Why does my ferment keep getting kahm yeast?+
Recurring kahm yeast means one or more conditions are favorable for it: vegetables rising above the brine line (fix this with weights), too much headspace (fill the jar closer to the top, or use a smaller jar), fermentation temperature too warm (try 65–70°F), or salt percentage too low (measure with a scale, aim for 2%). The most common culprit is vegetables floating up out of the brine. Kahm can't colonize what's submerged.
Read Next
The Research
PubMed Citations
Based on articles retrieved from PubMed. All citations include DOI links and PMIDs for independent verification.
International Journal of Food Microbiology
2025
PMID 40684664
Determining the core bacterial and fungal genera in table olive fermentations
Ricciardi A, López FNA, Giavalisco M et al.

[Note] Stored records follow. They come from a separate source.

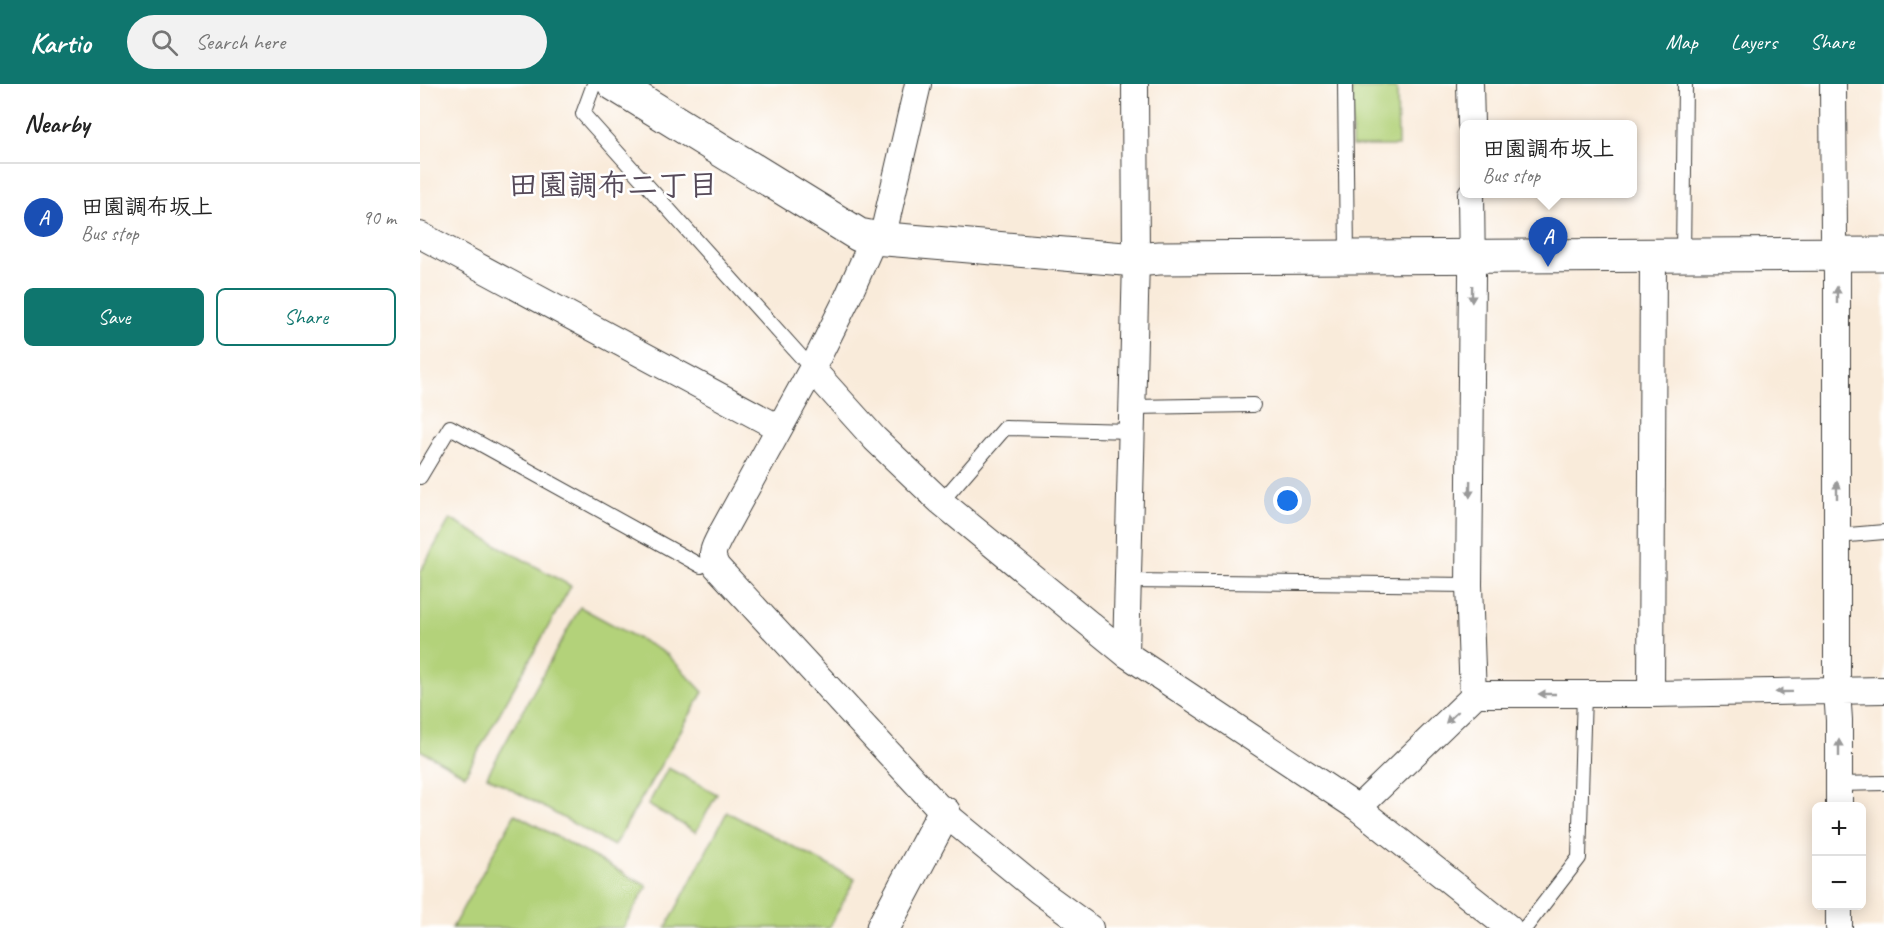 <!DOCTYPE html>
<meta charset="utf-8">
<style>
:root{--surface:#fff;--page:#f2f2f2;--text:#222;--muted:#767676;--line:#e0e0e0;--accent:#0f766e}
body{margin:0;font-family:Caveat,"Klee One",sans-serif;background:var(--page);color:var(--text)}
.controls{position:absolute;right:18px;bottom:18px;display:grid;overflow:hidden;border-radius:9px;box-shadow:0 3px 15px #0003}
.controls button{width:54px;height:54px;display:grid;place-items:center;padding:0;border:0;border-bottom:2px solid var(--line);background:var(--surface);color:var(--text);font:30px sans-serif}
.you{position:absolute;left:868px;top:417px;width:21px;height:21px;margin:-15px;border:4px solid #fff;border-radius:50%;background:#1a73e8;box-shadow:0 0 0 9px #1a73e833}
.badge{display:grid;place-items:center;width:39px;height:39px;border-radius:50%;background:var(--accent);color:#fff;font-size:20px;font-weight:700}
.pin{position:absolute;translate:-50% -50px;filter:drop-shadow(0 2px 3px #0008)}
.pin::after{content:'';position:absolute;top:32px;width:21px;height:18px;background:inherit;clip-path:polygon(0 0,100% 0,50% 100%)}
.popup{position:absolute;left:1040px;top:36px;width:177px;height:78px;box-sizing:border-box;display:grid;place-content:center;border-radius:9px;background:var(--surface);filter:drop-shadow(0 2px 4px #0005);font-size:20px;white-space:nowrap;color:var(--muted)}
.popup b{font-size:22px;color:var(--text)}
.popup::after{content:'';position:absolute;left:50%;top:100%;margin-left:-12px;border:12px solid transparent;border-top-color:var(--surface)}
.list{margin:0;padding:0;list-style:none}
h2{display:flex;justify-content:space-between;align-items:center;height:78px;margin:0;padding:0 24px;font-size:26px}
h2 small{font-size:20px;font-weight:400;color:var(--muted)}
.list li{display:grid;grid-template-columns:39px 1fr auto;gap:18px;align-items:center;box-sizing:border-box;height:108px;padding:0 24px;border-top:2px solid var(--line)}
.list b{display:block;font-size:22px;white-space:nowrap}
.list p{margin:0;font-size:20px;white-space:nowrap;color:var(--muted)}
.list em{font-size:20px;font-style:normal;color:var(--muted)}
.actions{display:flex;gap:12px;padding:18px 24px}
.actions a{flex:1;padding:14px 0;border:2px solid var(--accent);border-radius:9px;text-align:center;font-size:21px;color:var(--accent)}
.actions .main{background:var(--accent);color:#fff}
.icon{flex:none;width:33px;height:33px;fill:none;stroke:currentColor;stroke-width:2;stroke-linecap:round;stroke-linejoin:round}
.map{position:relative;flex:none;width:1464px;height:844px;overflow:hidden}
header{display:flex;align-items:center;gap:36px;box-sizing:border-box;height:84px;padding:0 30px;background:var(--accent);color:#fff}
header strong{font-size:28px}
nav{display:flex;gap:33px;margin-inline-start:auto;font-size:21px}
.search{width:420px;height:54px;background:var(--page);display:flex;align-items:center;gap:15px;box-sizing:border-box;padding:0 21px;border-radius:33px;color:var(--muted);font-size:22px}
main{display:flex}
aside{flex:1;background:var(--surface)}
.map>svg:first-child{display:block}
.green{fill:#b3d27a;stroke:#68774b;stroke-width:1.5}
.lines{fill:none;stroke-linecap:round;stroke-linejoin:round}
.lane-casing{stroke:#3d3b38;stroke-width:16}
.street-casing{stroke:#3d3b38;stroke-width:28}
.secondary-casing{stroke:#3d3b38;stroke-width:35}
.lane{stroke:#fff;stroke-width:14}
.street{stroke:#fff;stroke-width:26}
.secondary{stroke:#fff;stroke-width:33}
.oneway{fill:#999}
.labels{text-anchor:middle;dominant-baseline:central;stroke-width:5;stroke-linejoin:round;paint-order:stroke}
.neighbourhood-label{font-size:30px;font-weight:bold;fill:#564a59;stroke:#fff}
</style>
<header>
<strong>Kartio</strong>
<div class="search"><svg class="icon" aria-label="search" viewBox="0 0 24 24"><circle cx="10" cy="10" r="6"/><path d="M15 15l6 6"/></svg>Search here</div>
<nav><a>Map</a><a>Layers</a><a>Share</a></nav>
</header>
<main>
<aside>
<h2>Nearby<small></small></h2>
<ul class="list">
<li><span class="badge" style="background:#1a4fb4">A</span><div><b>田園調布坂上</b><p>Bus stop</p></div><em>90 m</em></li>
</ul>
<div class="actions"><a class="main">Save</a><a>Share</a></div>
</aside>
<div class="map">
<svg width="1464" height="844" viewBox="0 0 1464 844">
<rect width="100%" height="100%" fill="#fff"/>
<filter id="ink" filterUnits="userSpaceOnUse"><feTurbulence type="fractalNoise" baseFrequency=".0167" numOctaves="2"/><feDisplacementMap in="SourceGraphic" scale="12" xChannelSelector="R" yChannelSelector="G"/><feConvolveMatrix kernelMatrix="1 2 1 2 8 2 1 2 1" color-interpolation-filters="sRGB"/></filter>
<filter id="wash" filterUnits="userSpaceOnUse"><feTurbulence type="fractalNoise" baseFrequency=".008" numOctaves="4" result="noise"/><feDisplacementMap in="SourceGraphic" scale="24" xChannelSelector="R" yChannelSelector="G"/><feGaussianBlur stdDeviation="1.35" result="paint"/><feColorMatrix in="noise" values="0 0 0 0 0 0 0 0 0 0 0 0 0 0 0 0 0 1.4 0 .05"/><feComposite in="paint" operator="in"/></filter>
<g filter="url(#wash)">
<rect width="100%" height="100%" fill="#f9ebda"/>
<path class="green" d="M977,4L978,62H932V5Z
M30,435L151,502L45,691L0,666V488Z
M160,523L247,570L283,608L194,762L67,692Z
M248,684L297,710L276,748L228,721Z
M307,728L435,795L409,844H246Z
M95,730L227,802L203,844H32Z"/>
</g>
<g filter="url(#ink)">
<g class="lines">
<defs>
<path id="lane" d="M174,0L163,30L392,285
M925,0L927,172
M1263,172L1265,0
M712,323L833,321
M0,393L30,343L281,482L293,475
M521,418L585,344L712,347
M1417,452L1464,448
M708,497L1049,501
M1419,700L1464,699
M1105,844L1159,774L1164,610"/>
<path id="street" d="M1050,0L1051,40
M1413,0L1414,153L1417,189V607L1419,636V722
M0,151L359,344
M454,154L426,217L392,285L299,454C293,466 290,470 297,483L524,729L619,807L670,844
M462,155L498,0
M392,285L455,355L521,418L706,570L938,724L1089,844
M706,570L716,176L715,0
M1053,610H1231L1464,606
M1231,610L1233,172
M938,724L1053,613L1049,501L1052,191L1051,110
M1419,844V822"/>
<path id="secondary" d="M194,0L439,151L454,154L716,176L739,174L1464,170
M463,844L524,729"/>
</defs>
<use href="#lane" class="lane-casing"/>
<use href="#street" class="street-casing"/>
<use href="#secondary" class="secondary-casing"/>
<use href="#lane" class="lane"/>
<use href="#street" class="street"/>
<use href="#secondary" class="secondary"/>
</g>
<defs><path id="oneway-solid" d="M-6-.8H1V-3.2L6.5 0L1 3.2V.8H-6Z" transform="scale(1.5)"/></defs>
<g class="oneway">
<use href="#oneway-solid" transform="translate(1052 210) rotate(91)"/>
<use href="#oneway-solid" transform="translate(1417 211) rotate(-90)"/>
<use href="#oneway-solid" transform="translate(1050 405) rotate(91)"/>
<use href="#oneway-solid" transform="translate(1417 406) rotate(-90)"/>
<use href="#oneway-solid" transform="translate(1364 608) rotate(179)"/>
<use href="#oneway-solid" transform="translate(1127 610) rotate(-180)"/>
<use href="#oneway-solid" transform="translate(1032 633) rotate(137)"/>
<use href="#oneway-solid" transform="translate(1419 664) rotate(-90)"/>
</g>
</g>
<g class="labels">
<g class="neighbourhood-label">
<text x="193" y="101">田園調布二丁目</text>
</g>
</g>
</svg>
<div class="controls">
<button>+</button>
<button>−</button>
</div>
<div class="you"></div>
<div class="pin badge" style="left:1128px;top:183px;background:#1a4fb4">A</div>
<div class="popup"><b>田園調布坂上</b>Bus stop</div>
</div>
</main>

Metataxonomic analysis of the microbial communities across multiple table olive fermentation styles using the FoodMicrobionet database. Found that Pichia, Candida, and Wickerhamomyces were the dominant fungal genera. LAB and yeasts co-inhabit fermented vegetable environments — fungal succession is an expected feature of brine fermentation, not a failure mode.
Chad's take
Yeasts are native inhabitants of vegetable fermentation ecosystems. Kahm yeast isn't contamination sneaking in from outside — it's an organism that's been part of fermented food microbiology for millennia. The distinction that matters is yeast (flat film, safe to manage) versus filamentous mold (fuzzy, toss the jar).
doi.org/10.1016/j.ijfoodmicro.2025.111344 ↗
Mycoses
2025
PMID 40626381
Epidemiology, Significance and Clinical Outcomes of Bloodstream Infections Caused by Non-Candida and Non-Cryptococcus Yeasts
Stewart AG, Laupland KB, Edwards F et al.
A 20-year statewide epidemiology study of 75 bloodstream infections caused by non-Candida, non-Cryptococcus yeasts. Rhodotorula was the second most common genus at 34.7% of cases. Rhodotorula showed universally elevated fluconazole MICs (≥32 mg/L) and high echinocandin resistance. Mortality at 30 days was 22.7% across all genera, with malignancy and ICU admission as the strongest predictors.
Chad's take
Rhodotorula is not some obscure academic concern. It's the second most common cause of rare yeast bloodstream infection and it's resistant to the most commonly used antifungal drugs. For healthy individuals the risk is low — but if you're immunocompromised, pregnant, or on immunosuppressants, pink or salmon-colored growth in a ferment is not worth eating around. Toss it.
doi.org/10.1111/myc.70093 ↗
Revista Iberoamericana de Micología
2020
PMID 32546314
Rhodotorula dairenensis fungemia in a patient with cancer
Cobo F, Zaragoza Ó, Navarro-Marí JM
Case report of a 73-year-old cancer patient with Rhodotorula dairenensis fungemia confirmed by molecular identification. Species identification required molecular techniques because standard MALDI-TOF MS scoring was inadequate. Treatment was initiated but the patient died. Highlights the invasive potential of Rhodotorula species, particularly in individuals with central venous catheters or indwelling devices.
Chad's take
This is a case report, not a population study, and the patient was severely immunocompromised. I'm not saying your ferment will kill you. I'm saying Rhodotorula is a real pathogen in the right context, and the pink film in your jar is Rhodotorula. The math on eating it is simple: no upside, nonzero risk. Toss the jar.